The latest version of the UBS Global Wealth Report for 2025 can be downloaded here. It's full of fasciniating insights. Slightly oddly, they don't give a number for the total amount of indivdiual wealth like they did last year ($471 trillion). The overall pyramid of wealth can be seen in this figure.
If you add up the numbers of people in each slice, you reach 3.808 billion which suggests that not everyone on the planet is included in the analysis. The total of net wealth comes to $470.51 trillion, which is strangely the number they provided in last years' report.
As everyone knows, much of the wealth is in the hands of just few people - 15 with net wealth of more than $100 billion, 16 between $50 and $100 billion, and 2860 other billions with between 1 and 50 billion.

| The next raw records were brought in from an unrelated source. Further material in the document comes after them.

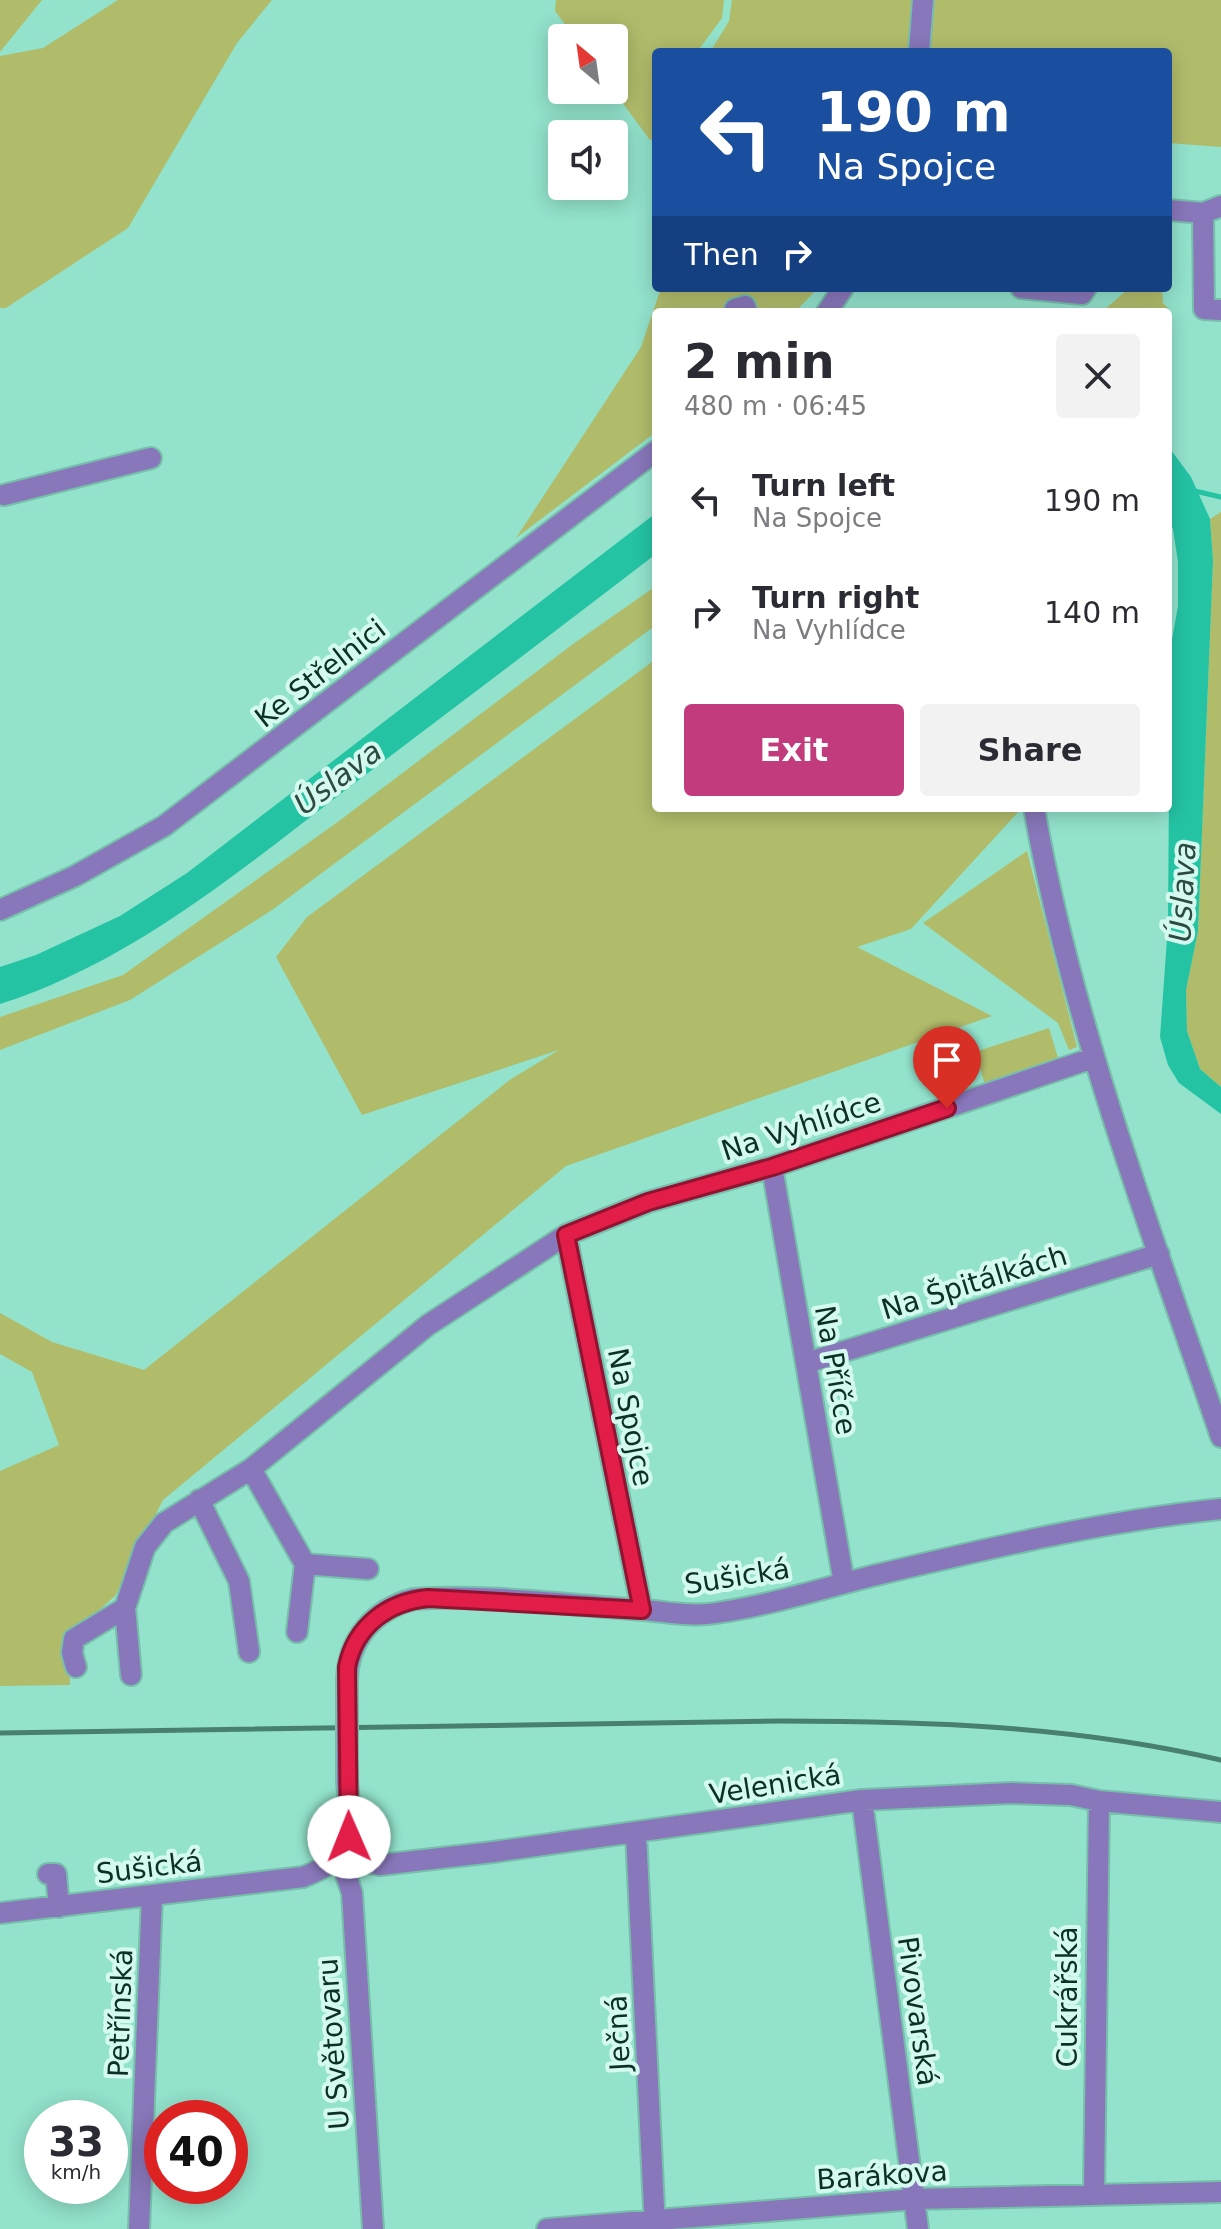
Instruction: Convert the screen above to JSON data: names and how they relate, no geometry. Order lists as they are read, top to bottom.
{
  "streets": {
    "street": [
      "Ke Střelnici",
      "Na Vyhlídce",
      "Na Špitálkách",
      "Na Příčce",
      "Na Spojce",
      "Sušická",
      "Velenická",
      "Cukrářská",
      "Pivovarská",
      "Petřínská",
      "Ječná",
      "U Světovaru",
      "Barákova"
    ]
  },
  "crossings": [
    ["Na Vyhlídce", "Na Příčce"],
    ["Na Vyhlídce", "Na Spojce"],
    ["Na Špitálkách", "Na Příčce"],
    ["Na Příčce", "Sušická"],
    ["Na Spojce", "Sušická"],
    ["Sušická", "Velenická"],
    ["Sušická", "Petřínská"],
    ["Sušická", "U Světovaru"],
    ["Velenická", "Cukrářská"],
    ["Velenická", "Pivovarská"],
    ["Velenická", "Ječná"],
    ["Velenická", "U Světovaru"],
    ["Cukrářská", "Barákova"],
    ["Pivovarská", "Barákova"],
    ["Ječná", "Barákova"]
  ],
  "water": ["Úslava"],
  "north": "top left",
  "page": {
    "turn": ["190 m", "Na Spojce"],
    "then": "Then",
    "heading": ["2 min", "480 m · 06:45"],
    "list": [
      {
        "name": "Turn left",
        "note": "Na Spojce",
        "value": "190 m"
      },
      {
        "name": "Turn right",
        "note": "Na Vyhlídce",
        "value": "140 m"
      }
    ],
    "buttons": ["Exit", "Share"],
    "speed": "33 km/h",
    "limit": "40"
  }
}
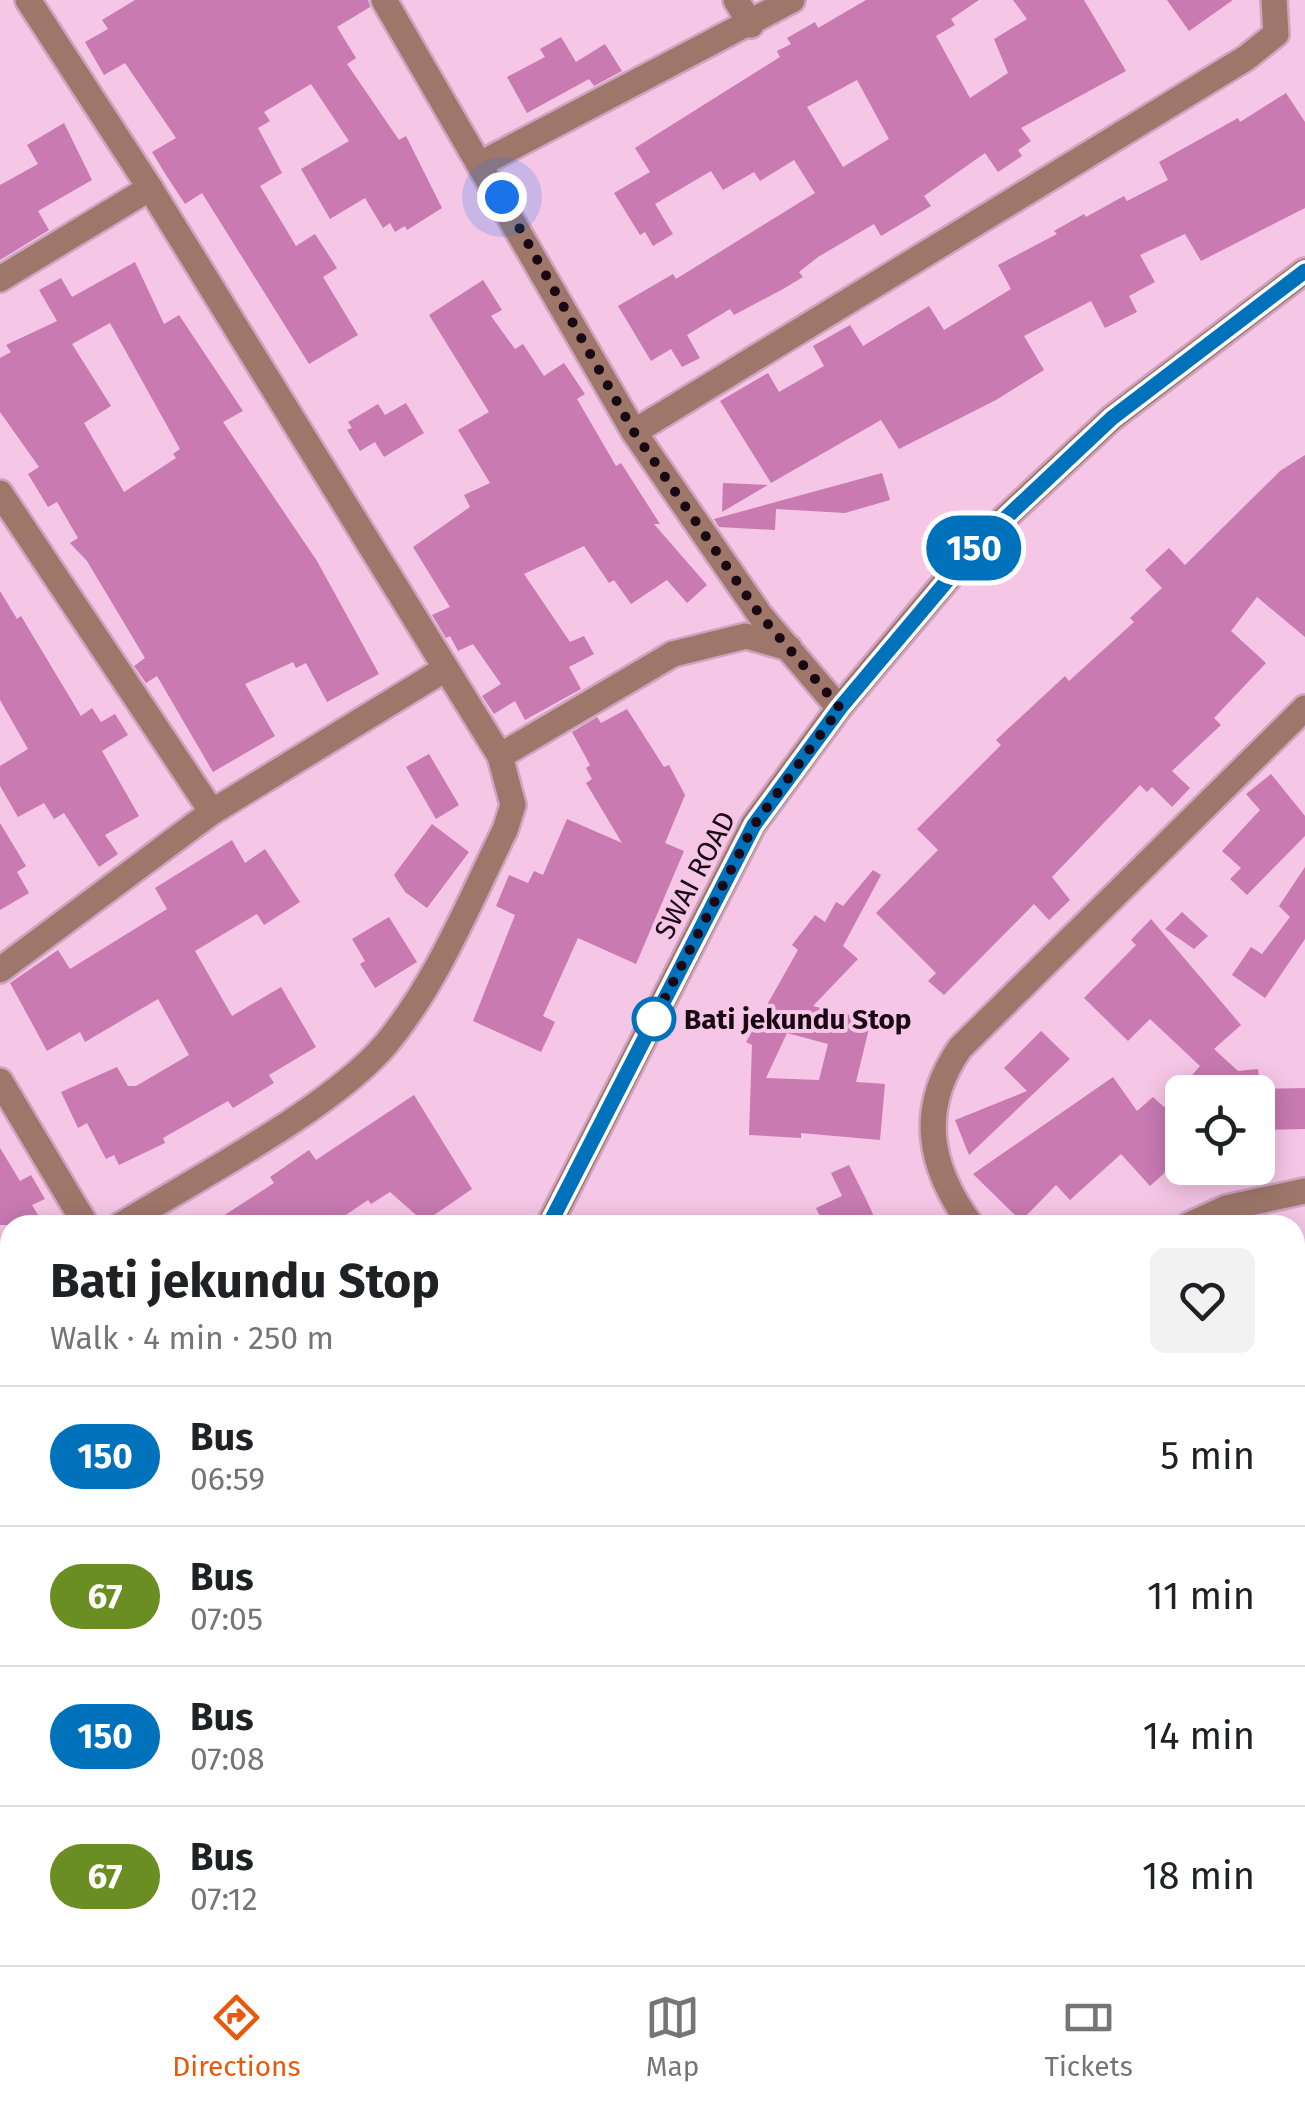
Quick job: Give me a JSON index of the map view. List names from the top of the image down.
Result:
{
  "streets": {
    "street": ["SWAI ROAD"]
  },
  "places": ["Bati jekundu Stop"],
  "lines": ["bus line 150"],
  "page": {
    "on_map": "150",
    "heading": ["Bati jekundu Stop", "Walk · 4 min · 250 m"],
    "list": [
      {
        "mark": "150",
        "name": "Bus",
        "note": "06:59",
        "value": "5 min"
      },
      {
        "mark": "67",
        "name": "Bus",
        "note": "07:05",
        "value": "11 min"
      },
      {
        "mark": "150",
        "name": "Bus",
        "note": "07:08",
        "value": "14 min"
      },
      {
        "mark": "67",
        "name": "Bus",
        "note": "07:12",
        "value": "18 min"
      }
    ],
    "tabs": ["Directions", "Map", "Tickets"]
  }
}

Although the total figure seems the same as the previous year, you can see from this graph of the annual year on year changes that there was a 4.6% increase - suggesting that the actual total should be around $492 trillion.
Taxing all that at 1% a year would, at a stroke, provide the $5 trillion needed to tackle climate change. While there have been a few blips (financial crash, covid), the report states that "Overall, total wealth net of debt and net of inflation, has risen at a compound annual growth rate of 3.4% since 2000". And they "expect this dynamic to continue throughout the second half of the decade." This suggests that the figures could be as follows, depending on whether we use the average increase since 2000 (3.4%) or the increase in just the last year (4.6%):
That's an increas of over $105-146 trillion by the end of the decade. Would it be so terrible if less than a third of that increase was siphoned off to save our planet? Since the wealthy are increasing their wealth anyway by 4.6% a year, they will still be a lot richer at the end.
And, of course, the increase in personal net wealth is heavilly concentrated among the ultra rich, as the report shows very clearly.
The report talks about the 52 million EMILLIs - or Everyday Millionaires - who have net wealth of 1 to 5 million dollars.But there is another graph showing the change in both average and median wealth for a range of countries. There are some dramatic differences.
The average wealth figure essentially tells you whether the average person has increased their wealth. But when the median wealth increass much more than the average, it means that it is the richest half of the population that is getting most of the benefit.
One of the most telling charts is the average and median wealth for the top 25 countries. The average figures can be used directly to determine how much would be raised by a 1% annual tax in each country. You just multiply by the number of adults.